Cursor vs GitHub Copilot: Which AI Code Editor Should You Use?
Both Cursor and GitHub Copilot are excellent AI coding tools, but they excel in different workflows. This comparison covers the key differences to help you pick the right tool for the way you work.
Feature Comparison
| Feature | Cursor | GitHub Copilot |
|---|---|---|
| Editor | Purpose-built (VS Code fork) | Plugin (any IDE) |
| Chat interface | ✓ Native | ✓ Copilot Chat |
| Codebase context | ✓ Full repo indexing | △ Limited |
| Multi-file edits | ✓ Composer mode | ✗ Single file |
| Model choice | ✓ GPT-4o, Claude, etc. | ✗ OpenAI only |
| Price (monthly) | $20/mo (Pro) | $10/mo (individual) |
| Enterprise controls | △ Growing | ✓ Mature |
| Vim/Neovim support | ✗ No | ✓ Yes |
Cursor — Deep Dive
Cursor is a full AI-native editor. Its Composer mode can make coordinated changes across multiple files simultaneously, and it indexes your entire codebase for context. Best for developers who want to go deep with AI-assisted workflows and don't mind switching editors.

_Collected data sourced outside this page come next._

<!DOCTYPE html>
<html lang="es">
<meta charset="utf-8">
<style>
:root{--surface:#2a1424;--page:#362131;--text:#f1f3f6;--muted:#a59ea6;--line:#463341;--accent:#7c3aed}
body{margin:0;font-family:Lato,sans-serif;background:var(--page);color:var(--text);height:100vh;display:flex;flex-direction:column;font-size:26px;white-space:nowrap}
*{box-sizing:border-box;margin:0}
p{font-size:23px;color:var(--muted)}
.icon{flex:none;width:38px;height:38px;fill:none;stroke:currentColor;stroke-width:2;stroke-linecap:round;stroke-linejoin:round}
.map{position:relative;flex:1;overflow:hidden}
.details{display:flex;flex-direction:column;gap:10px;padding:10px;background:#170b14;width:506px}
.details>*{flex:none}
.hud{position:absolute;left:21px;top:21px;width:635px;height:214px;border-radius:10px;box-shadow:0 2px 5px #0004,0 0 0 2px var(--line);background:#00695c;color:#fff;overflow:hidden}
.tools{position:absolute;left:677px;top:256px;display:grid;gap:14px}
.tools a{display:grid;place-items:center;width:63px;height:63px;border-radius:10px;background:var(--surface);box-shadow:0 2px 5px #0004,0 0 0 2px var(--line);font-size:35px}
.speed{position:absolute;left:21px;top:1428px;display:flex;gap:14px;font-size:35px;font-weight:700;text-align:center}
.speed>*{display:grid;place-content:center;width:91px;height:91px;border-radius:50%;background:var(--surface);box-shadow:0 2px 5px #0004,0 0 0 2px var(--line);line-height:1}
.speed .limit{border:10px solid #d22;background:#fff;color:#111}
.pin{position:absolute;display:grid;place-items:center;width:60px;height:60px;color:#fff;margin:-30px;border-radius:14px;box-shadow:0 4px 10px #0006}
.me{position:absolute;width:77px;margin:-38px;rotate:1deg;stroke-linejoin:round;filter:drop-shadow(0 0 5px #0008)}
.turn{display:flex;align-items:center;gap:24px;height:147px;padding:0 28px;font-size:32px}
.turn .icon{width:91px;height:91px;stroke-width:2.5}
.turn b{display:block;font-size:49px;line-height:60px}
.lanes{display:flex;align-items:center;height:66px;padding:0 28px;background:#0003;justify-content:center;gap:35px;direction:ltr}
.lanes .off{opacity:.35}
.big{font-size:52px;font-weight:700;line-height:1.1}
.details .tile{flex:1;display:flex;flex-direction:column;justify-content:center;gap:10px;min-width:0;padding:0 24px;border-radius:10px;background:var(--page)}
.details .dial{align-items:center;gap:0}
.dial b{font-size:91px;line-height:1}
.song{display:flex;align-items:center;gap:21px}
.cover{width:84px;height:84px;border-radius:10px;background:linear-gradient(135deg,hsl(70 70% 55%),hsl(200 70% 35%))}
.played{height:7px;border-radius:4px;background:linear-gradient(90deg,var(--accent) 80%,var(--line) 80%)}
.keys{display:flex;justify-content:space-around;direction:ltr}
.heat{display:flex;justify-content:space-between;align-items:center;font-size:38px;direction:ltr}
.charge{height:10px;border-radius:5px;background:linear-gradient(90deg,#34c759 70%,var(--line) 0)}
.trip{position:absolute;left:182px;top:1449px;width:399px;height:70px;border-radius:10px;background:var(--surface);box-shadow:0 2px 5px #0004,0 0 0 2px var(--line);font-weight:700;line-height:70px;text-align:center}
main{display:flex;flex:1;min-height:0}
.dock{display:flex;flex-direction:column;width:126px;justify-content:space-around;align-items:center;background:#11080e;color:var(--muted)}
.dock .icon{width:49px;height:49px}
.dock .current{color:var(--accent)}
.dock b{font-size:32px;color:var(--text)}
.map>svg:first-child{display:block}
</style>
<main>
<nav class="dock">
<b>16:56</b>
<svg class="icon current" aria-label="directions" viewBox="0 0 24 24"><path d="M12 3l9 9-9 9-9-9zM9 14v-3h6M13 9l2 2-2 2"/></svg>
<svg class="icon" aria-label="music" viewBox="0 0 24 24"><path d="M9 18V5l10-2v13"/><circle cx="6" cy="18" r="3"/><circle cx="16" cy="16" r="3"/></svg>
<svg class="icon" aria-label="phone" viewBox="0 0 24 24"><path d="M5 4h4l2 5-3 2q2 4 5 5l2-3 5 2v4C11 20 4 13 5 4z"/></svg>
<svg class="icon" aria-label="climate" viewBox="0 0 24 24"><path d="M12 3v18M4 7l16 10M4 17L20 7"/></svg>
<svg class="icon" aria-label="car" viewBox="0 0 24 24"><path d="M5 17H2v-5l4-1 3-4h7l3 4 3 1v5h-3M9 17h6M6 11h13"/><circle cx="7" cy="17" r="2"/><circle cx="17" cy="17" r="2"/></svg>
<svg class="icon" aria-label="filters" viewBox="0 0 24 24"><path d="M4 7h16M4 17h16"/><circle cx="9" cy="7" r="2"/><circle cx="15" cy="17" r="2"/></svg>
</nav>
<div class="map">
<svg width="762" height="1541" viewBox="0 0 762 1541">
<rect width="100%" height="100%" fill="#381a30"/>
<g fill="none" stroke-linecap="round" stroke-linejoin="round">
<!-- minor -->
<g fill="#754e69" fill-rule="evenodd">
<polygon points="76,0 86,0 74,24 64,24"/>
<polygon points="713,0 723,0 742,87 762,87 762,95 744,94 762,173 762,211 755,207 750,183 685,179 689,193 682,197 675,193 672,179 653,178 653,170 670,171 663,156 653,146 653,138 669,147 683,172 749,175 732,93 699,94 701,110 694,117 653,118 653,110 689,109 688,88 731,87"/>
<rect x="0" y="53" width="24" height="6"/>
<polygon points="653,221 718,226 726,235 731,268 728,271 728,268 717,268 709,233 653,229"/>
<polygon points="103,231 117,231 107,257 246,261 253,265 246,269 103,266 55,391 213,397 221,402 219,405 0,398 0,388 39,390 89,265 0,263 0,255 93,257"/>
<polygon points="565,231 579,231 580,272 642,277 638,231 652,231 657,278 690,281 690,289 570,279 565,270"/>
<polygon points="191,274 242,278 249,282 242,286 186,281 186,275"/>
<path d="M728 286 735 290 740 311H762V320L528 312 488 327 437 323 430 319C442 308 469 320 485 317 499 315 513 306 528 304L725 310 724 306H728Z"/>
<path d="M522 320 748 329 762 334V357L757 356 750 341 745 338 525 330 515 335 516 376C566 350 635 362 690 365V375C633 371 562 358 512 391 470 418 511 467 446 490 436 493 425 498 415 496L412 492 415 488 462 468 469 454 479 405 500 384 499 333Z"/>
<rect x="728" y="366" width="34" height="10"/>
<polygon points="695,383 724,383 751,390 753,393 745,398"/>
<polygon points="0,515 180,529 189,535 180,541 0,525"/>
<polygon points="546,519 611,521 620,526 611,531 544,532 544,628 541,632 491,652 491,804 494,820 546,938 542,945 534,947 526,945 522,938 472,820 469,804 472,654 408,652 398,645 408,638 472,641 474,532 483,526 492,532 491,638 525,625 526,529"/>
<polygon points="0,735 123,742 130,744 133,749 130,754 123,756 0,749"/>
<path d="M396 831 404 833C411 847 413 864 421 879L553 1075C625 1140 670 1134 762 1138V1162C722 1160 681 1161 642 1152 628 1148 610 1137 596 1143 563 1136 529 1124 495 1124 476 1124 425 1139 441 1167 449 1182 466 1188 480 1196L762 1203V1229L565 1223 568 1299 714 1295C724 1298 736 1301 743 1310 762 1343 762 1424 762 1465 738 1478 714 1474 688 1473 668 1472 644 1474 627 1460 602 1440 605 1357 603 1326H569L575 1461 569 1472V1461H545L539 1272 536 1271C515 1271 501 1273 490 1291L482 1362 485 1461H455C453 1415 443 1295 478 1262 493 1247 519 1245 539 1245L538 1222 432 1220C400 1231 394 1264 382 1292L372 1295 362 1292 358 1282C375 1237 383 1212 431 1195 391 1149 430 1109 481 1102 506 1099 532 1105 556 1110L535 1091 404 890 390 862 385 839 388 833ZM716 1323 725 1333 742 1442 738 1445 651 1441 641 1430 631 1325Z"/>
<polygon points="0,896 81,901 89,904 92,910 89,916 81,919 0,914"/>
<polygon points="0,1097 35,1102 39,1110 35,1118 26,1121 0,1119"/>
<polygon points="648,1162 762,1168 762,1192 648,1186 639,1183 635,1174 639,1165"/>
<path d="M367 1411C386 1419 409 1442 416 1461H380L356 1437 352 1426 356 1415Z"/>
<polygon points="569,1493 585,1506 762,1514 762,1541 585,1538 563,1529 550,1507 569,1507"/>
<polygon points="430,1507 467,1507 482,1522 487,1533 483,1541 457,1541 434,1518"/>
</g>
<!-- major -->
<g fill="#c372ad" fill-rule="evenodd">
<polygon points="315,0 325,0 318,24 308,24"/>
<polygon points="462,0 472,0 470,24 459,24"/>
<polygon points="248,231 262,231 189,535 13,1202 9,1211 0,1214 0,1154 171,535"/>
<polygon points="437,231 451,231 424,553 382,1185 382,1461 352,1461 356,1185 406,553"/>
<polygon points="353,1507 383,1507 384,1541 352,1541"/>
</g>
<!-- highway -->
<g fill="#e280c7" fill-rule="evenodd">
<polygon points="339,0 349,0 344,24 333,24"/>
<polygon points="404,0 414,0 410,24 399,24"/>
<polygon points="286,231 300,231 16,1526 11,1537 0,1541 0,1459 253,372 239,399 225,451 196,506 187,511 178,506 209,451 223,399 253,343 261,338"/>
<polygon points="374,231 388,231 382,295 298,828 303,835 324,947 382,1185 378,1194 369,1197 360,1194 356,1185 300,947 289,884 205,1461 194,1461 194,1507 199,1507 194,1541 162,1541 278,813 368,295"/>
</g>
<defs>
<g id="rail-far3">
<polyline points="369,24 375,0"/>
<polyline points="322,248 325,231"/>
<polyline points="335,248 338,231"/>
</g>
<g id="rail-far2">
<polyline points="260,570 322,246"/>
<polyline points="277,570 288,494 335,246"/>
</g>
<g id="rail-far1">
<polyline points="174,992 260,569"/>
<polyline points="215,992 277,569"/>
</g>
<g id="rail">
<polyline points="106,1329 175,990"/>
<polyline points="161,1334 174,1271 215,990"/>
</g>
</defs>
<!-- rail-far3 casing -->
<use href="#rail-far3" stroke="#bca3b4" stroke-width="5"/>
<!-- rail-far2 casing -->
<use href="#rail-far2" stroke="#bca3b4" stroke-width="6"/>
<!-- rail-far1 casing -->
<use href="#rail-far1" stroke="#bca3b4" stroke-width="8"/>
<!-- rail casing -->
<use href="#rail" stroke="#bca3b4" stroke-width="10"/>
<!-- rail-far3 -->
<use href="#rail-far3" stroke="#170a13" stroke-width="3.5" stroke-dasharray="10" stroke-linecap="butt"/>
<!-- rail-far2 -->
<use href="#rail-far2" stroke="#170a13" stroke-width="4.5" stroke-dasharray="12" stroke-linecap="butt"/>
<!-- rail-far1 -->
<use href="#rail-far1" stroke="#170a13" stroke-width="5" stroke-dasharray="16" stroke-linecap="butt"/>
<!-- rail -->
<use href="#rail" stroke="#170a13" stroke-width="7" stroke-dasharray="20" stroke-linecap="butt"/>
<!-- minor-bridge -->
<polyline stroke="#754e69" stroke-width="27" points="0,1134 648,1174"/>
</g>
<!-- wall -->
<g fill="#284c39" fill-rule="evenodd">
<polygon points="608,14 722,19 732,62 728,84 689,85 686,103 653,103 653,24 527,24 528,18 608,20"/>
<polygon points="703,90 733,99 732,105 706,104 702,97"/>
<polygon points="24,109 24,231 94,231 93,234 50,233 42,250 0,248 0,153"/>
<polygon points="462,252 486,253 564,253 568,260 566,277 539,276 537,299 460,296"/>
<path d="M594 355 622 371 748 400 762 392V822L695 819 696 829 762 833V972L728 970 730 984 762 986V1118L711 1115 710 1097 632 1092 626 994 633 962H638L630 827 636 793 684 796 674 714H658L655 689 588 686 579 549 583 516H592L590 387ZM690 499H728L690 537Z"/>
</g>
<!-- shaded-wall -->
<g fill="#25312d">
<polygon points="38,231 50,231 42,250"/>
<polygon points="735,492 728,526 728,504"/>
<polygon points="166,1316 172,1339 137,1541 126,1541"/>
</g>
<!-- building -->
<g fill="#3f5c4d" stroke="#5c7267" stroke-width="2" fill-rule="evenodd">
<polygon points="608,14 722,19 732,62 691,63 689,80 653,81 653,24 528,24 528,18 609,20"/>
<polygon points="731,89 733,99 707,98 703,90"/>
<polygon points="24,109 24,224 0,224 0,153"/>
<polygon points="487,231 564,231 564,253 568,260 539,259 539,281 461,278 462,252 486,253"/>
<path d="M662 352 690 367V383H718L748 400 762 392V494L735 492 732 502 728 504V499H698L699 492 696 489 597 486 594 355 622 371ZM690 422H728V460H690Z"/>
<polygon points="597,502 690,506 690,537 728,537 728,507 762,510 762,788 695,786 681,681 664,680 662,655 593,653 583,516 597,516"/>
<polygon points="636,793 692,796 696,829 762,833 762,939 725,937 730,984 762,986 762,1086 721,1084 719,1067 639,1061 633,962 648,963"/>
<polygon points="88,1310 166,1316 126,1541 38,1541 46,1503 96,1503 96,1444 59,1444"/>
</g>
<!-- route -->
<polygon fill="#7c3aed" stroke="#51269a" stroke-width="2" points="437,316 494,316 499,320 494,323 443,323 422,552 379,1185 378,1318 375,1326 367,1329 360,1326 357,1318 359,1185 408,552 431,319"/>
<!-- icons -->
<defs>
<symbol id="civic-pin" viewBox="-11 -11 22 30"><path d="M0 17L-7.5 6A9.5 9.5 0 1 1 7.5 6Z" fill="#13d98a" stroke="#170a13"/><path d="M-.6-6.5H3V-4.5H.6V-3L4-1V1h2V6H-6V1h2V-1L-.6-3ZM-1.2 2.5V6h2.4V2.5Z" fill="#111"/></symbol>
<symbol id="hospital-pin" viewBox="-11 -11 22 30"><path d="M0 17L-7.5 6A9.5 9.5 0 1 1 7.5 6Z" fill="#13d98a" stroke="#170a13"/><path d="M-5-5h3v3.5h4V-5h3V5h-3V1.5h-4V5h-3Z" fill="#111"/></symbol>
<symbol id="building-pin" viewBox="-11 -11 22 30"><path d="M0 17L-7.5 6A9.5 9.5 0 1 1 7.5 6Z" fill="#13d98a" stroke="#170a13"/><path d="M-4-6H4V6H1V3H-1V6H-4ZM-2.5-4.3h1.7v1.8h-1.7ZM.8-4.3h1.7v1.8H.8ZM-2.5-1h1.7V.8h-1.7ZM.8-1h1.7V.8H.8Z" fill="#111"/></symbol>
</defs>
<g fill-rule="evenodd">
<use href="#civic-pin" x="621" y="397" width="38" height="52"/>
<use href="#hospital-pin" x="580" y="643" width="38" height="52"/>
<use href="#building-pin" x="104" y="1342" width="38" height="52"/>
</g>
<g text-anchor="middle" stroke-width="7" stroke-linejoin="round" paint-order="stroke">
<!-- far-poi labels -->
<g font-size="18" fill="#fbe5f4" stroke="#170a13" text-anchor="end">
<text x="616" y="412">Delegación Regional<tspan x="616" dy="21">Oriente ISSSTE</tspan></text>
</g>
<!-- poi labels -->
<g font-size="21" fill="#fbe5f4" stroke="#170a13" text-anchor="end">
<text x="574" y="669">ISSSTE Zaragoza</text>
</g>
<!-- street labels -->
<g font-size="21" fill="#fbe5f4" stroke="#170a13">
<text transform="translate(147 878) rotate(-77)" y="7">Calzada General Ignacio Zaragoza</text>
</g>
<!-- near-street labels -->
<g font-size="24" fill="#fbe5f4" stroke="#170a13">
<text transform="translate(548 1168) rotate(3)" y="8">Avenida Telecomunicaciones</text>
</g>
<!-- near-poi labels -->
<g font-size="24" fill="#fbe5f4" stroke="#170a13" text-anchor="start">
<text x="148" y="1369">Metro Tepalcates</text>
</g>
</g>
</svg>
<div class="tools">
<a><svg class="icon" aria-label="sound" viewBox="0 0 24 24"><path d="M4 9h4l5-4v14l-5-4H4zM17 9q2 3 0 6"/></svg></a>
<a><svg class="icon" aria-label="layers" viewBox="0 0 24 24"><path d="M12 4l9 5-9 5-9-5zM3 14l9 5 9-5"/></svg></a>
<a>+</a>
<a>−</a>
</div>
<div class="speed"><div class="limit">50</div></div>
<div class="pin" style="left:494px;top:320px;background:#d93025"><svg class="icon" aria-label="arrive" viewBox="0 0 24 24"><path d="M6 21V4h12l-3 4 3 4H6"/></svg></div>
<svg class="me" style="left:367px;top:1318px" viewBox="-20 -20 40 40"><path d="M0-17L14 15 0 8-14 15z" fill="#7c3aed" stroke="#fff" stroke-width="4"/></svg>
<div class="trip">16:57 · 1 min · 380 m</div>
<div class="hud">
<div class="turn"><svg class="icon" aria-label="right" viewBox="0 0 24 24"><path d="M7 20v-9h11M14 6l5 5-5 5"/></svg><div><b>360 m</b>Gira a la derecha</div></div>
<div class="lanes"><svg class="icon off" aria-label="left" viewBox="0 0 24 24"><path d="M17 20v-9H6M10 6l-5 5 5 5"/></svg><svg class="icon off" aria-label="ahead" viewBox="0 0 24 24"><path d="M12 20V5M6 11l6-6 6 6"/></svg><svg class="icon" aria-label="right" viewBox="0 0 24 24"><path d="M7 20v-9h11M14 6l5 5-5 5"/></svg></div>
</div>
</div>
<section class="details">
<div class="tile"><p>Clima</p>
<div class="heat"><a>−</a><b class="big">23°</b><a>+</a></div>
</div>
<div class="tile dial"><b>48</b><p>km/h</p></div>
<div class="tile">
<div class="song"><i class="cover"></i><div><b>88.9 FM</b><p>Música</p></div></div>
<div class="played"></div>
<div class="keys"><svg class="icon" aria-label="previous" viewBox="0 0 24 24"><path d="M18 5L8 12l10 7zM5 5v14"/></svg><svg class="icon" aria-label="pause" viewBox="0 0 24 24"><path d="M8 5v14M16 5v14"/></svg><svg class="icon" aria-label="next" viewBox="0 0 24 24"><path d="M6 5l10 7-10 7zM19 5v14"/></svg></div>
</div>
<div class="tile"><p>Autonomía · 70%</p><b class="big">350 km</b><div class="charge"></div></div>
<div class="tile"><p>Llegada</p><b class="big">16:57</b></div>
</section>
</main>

GitHub Copilot — Deep Dive
GitHub Copilot meets you where you are — it runs inside your existing IDE (VS Code, JetBrains, Vim, Neovim, etc.). Its enterprise offering is more mature, with policy controls and audit logs. Best for teams standardizing on AI tooling without disrupting existing workflows.
Verdict
Recommendation: Cursor (for most solo developers), GitHub Copilot (for teams/enterprise)
If you're comfortable switching to a new editor and want the most powerful AI-native workflow available, Cursor is the clear winner. If you want to stay in your current IDE, work on a team with enterprise requirements, or use Vim/Neovim, GitHub Copilot is the better choice.